■ How to complete this task ■
Lines containing the word "lineWidth" are the ones to copy from the records below.

■ Given data ■
[Start of Attachment]

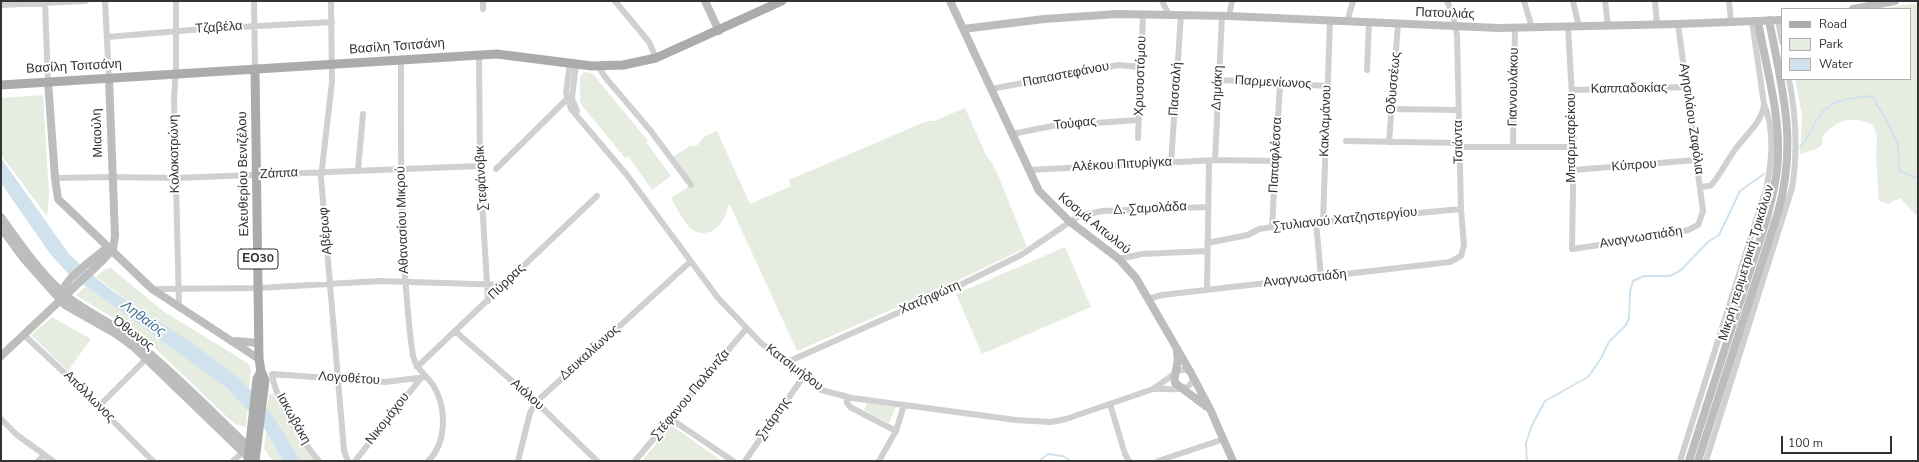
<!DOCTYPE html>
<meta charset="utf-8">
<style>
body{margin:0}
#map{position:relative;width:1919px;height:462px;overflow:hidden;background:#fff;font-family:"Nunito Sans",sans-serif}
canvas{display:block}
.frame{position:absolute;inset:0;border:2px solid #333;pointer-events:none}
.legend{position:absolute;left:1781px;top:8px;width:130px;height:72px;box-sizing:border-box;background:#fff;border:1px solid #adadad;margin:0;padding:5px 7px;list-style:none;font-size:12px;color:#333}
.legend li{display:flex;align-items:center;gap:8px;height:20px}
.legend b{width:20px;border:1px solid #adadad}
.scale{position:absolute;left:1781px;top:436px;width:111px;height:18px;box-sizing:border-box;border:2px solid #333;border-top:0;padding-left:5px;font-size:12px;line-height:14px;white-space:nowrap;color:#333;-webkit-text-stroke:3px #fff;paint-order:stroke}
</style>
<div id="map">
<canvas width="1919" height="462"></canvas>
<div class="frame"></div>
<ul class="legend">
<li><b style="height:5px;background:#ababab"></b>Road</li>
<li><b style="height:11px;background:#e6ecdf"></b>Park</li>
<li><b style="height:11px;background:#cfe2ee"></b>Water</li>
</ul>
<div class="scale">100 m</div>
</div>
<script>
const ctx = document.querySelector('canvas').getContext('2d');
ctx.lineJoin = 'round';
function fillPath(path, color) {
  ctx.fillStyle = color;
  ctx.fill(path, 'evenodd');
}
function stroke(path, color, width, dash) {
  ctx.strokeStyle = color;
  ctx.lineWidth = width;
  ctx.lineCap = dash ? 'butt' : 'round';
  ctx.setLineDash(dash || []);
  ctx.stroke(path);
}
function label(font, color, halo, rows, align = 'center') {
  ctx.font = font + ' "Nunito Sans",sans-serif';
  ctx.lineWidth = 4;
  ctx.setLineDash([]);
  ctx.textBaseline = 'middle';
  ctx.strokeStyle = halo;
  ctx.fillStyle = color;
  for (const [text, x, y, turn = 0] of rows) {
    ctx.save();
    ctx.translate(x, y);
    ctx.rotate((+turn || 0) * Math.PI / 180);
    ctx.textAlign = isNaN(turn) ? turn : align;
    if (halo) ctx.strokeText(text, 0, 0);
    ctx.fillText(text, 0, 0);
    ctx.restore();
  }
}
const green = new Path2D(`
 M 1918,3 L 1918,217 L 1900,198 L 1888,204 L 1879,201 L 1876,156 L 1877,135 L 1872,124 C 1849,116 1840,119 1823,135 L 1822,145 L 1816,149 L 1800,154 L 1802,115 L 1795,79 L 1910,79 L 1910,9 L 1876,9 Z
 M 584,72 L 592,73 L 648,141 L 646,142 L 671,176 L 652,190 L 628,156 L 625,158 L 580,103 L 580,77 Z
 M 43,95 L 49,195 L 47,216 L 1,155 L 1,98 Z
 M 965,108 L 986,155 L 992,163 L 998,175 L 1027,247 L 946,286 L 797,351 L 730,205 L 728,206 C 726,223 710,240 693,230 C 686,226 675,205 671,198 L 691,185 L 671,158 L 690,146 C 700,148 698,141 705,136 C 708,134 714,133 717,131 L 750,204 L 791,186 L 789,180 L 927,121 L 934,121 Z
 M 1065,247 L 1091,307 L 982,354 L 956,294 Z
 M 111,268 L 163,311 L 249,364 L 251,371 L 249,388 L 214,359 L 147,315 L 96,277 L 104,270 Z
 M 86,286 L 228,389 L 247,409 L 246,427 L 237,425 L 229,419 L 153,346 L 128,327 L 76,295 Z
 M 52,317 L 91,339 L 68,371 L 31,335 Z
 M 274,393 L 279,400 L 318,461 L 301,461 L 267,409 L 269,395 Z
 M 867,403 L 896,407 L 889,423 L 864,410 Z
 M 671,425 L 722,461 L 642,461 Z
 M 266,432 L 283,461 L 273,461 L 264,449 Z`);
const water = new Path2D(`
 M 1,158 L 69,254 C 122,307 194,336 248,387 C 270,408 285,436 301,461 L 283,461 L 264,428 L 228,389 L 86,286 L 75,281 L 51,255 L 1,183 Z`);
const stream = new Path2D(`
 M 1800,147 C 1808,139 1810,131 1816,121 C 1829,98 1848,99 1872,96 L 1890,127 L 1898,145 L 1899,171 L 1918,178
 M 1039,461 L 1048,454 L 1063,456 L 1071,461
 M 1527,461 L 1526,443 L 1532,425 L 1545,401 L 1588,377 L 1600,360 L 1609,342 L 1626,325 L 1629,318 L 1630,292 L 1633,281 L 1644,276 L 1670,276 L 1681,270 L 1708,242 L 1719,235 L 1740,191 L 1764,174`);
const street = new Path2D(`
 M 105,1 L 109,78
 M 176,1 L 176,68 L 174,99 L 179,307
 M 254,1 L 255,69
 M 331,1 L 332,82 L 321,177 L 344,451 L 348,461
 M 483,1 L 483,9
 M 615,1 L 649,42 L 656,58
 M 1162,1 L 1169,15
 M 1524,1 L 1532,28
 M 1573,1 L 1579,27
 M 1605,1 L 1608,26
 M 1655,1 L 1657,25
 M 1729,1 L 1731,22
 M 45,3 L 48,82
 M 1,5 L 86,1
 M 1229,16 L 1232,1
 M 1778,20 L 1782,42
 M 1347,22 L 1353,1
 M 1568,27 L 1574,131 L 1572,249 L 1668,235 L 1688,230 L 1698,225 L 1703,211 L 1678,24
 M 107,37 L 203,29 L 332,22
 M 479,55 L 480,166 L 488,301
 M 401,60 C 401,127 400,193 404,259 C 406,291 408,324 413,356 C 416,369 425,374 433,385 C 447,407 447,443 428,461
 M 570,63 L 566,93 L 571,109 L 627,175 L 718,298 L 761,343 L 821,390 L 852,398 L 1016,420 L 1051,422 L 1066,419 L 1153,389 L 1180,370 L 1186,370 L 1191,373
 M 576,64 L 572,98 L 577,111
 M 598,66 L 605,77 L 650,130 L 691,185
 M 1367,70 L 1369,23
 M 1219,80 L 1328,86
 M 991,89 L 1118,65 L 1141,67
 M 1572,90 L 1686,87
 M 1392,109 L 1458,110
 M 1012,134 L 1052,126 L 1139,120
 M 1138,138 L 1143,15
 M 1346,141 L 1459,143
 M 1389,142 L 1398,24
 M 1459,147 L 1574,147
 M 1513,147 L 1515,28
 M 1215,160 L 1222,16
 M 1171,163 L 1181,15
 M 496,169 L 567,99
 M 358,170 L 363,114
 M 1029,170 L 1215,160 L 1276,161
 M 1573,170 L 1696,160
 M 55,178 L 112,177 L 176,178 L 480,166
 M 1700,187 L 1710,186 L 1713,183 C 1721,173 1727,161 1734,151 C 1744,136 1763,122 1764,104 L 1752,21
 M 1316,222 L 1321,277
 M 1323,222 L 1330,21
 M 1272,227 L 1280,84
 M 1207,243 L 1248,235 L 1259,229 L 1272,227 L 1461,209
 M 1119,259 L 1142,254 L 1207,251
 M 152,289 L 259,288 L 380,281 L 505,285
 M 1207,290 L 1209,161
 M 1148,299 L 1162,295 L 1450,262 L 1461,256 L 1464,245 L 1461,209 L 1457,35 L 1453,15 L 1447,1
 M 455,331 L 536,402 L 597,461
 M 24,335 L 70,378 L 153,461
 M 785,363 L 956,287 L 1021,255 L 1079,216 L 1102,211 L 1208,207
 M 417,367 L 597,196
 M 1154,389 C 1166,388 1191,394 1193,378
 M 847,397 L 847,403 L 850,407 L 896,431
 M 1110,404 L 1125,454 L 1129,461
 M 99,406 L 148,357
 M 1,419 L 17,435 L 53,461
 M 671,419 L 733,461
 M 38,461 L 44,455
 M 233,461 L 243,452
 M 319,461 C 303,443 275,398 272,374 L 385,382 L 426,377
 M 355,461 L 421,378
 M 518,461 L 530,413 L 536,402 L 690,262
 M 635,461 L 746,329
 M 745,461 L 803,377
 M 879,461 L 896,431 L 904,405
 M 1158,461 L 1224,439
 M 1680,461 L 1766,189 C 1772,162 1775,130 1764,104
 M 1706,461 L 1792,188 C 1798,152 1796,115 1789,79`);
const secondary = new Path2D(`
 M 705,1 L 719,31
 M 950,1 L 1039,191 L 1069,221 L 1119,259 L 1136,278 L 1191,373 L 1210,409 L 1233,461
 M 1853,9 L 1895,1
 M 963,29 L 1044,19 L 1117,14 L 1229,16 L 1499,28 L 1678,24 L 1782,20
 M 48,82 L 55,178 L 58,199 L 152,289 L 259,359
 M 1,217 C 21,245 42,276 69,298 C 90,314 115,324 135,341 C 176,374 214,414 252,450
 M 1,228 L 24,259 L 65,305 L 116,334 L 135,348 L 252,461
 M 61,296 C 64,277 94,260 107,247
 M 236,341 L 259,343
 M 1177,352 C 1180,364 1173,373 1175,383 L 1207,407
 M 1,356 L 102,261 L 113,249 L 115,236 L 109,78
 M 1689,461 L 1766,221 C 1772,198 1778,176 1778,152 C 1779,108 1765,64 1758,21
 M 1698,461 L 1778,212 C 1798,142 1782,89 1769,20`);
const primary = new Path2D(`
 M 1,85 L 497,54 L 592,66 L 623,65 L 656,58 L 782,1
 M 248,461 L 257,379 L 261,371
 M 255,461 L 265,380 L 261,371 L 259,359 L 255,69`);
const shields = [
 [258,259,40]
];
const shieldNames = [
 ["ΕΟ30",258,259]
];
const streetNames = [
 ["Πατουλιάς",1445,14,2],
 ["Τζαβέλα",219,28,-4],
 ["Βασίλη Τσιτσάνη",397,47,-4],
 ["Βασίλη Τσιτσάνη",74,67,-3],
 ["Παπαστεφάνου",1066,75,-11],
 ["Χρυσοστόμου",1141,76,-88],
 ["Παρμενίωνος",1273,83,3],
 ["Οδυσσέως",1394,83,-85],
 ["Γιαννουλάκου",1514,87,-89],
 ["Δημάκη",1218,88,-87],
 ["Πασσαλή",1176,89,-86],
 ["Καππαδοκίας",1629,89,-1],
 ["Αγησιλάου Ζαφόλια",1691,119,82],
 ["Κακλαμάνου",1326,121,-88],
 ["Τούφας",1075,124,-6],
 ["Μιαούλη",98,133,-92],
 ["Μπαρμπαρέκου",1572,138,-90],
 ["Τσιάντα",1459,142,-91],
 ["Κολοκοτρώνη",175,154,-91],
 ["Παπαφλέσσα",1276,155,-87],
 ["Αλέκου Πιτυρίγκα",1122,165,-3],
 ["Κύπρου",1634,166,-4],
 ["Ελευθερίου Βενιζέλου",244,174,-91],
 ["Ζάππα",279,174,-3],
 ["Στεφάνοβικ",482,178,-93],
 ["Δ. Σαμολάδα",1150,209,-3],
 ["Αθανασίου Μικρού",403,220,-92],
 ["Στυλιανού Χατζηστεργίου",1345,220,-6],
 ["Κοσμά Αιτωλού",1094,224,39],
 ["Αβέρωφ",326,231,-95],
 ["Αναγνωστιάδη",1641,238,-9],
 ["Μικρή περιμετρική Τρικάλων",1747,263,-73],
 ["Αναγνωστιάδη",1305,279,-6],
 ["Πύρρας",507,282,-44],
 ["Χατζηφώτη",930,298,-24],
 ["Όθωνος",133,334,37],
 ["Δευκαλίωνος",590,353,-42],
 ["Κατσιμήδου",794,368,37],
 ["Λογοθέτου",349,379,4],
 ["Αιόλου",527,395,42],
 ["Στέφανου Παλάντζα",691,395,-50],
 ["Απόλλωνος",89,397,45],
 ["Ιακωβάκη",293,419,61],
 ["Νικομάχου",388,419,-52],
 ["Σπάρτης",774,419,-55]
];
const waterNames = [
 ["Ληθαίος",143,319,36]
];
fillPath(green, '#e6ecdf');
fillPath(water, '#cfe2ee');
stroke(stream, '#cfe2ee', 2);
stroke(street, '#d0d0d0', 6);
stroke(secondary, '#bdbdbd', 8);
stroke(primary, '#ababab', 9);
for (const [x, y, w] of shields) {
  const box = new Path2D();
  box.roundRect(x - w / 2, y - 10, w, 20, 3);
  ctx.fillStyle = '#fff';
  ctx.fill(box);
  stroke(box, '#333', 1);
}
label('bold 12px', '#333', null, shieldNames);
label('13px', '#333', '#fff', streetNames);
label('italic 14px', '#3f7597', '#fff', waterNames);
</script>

[End of Attachment]
[Start of Attachment]

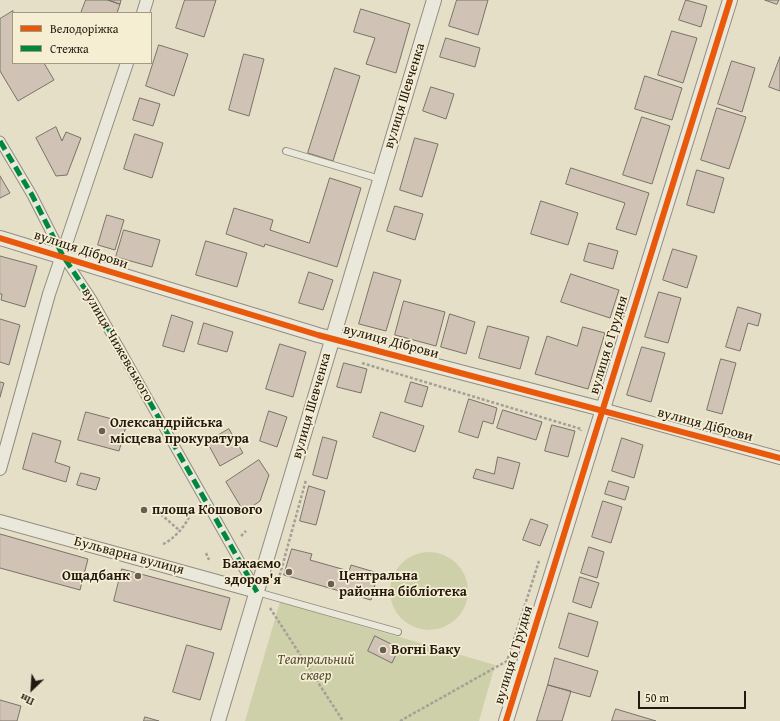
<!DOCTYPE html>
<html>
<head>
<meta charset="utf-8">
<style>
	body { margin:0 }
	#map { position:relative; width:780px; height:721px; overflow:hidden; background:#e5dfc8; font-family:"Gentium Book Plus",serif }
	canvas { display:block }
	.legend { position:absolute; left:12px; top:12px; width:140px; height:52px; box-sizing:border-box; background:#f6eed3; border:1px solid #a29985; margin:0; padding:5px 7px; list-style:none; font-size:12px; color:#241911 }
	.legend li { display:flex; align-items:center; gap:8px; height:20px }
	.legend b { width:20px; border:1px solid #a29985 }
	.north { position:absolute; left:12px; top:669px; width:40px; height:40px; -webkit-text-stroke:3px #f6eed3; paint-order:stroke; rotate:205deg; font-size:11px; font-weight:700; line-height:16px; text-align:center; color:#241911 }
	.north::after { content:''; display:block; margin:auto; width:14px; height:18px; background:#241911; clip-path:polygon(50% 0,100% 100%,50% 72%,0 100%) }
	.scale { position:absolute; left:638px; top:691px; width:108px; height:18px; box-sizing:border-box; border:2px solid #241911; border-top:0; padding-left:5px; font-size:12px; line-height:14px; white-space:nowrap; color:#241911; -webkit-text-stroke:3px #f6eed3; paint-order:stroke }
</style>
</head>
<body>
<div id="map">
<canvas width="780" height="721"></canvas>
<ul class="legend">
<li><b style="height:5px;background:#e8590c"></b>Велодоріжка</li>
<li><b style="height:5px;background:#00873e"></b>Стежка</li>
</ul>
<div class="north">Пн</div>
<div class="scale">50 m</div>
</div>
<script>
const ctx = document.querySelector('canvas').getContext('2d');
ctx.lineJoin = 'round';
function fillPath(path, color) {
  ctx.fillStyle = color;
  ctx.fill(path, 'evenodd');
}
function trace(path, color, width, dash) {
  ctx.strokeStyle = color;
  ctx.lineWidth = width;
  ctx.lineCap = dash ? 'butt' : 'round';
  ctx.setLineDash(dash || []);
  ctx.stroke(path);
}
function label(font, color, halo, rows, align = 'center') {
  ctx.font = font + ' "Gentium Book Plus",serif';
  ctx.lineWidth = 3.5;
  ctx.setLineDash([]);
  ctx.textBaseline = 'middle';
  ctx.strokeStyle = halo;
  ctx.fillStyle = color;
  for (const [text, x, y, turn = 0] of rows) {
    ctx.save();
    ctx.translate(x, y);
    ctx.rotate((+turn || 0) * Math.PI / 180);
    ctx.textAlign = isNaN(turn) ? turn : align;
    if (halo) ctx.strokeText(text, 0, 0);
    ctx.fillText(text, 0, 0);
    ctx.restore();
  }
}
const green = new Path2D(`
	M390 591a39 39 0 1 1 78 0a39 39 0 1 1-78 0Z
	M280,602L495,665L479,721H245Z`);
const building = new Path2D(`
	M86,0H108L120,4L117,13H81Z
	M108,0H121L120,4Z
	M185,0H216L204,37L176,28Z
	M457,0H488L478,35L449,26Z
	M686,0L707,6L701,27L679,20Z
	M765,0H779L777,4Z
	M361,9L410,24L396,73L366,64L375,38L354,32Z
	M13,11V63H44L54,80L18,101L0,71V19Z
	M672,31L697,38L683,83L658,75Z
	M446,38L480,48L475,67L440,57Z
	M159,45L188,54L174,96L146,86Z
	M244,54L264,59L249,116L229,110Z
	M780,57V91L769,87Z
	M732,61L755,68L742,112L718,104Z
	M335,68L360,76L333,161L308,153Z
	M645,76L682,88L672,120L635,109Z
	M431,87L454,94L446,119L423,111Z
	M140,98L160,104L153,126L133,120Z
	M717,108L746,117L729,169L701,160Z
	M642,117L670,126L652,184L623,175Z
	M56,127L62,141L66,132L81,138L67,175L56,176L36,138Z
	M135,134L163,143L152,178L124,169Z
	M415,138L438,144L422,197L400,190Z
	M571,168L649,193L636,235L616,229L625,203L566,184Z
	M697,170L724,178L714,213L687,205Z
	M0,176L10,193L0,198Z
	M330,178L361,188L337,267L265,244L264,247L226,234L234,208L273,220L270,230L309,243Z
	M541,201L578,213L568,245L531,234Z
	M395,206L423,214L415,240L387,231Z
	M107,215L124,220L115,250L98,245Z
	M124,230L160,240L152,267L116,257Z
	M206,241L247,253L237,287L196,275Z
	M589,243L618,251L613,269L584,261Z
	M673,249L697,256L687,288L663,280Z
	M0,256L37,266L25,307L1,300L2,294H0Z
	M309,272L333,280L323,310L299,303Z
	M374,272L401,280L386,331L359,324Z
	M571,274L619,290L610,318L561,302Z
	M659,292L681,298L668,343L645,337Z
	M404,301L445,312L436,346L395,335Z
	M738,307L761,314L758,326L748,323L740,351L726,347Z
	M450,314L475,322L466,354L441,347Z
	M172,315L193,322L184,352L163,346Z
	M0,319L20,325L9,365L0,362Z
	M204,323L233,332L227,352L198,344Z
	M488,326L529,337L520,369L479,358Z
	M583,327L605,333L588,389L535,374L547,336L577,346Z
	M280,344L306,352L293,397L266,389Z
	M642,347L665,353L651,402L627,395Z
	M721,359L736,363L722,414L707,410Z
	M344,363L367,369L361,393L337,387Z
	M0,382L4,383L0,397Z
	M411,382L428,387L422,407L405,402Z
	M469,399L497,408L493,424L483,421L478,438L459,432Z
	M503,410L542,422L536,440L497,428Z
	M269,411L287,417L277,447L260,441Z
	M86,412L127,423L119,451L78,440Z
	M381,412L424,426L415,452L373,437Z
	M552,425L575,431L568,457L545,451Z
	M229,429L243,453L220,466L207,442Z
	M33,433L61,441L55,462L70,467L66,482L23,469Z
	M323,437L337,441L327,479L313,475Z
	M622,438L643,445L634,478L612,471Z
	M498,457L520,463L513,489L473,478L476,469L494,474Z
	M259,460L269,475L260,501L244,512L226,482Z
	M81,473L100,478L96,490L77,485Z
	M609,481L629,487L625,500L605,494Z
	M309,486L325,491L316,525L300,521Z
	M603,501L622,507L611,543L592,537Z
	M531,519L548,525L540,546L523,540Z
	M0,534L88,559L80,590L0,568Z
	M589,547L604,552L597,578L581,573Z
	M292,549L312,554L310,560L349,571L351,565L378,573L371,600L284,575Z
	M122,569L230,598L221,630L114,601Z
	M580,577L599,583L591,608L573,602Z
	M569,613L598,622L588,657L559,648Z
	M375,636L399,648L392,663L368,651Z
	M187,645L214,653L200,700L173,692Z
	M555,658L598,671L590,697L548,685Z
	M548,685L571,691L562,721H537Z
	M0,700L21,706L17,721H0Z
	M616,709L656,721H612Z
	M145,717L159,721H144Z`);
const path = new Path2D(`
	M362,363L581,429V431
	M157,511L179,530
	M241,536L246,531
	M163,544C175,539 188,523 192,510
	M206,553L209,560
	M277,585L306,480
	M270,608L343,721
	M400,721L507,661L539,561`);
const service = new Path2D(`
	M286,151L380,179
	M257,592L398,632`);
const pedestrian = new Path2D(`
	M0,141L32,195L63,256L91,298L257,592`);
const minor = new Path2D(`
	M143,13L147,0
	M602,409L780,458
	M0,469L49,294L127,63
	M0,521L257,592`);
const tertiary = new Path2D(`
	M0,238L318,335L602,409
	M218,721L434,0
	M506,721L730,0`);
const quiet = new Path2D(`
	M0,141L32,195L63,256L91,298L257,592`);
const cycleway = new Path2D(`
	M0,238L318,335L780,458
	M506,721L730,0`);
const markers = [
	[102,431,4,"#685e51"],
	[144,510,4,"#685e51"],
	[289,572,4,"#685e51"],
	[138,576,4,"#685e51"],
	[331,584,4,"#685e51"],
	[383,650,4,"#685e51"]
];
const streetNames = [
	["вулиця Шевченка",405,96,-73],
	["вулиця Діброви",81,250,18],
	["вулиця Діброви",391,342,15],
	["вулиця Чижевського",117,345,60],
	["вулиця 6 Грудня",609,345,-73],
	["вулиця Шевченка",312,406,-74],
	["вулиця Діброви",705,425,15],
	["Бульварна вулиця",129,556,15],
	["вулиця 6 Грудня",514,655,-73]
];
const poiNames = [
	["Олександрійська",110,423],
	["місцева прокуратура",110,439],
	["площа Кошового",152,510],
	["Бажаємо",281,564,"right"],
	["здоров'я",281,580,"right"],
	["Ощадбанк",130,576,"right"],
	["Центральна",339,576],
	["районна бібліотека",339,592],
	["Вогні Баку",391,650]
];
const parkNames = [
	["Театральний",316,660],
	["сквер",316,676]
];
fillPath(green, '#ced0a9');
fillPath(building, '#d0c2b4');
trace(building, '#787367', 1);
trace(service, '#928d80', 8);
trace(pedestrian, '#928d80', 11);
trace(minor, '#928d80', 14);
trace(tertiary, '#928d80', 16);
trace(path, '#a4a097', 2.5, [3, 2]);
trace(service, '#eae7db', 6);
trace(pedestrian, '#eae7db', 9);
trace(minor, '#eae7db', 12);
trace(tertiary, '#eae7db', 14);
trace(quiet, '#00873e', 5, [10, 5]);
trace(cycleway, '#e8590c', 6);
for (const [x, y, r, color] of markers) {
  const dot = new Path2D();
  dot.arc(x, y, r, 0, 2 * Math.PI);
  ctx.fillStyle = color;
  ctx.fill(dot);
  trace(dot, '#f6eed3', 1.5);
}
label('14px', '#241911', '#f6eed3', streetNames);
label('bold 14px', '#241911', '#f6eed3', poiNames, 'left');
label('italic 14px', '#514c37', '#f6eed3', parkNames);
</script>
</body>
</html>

[End of Attachment]

■ Exercise solution ■
  ctx.lineWidth = width;
  ctx.lineWidth = 4;
  ctx.lineWidth = width;
  ctx.lineWidth = 3.5;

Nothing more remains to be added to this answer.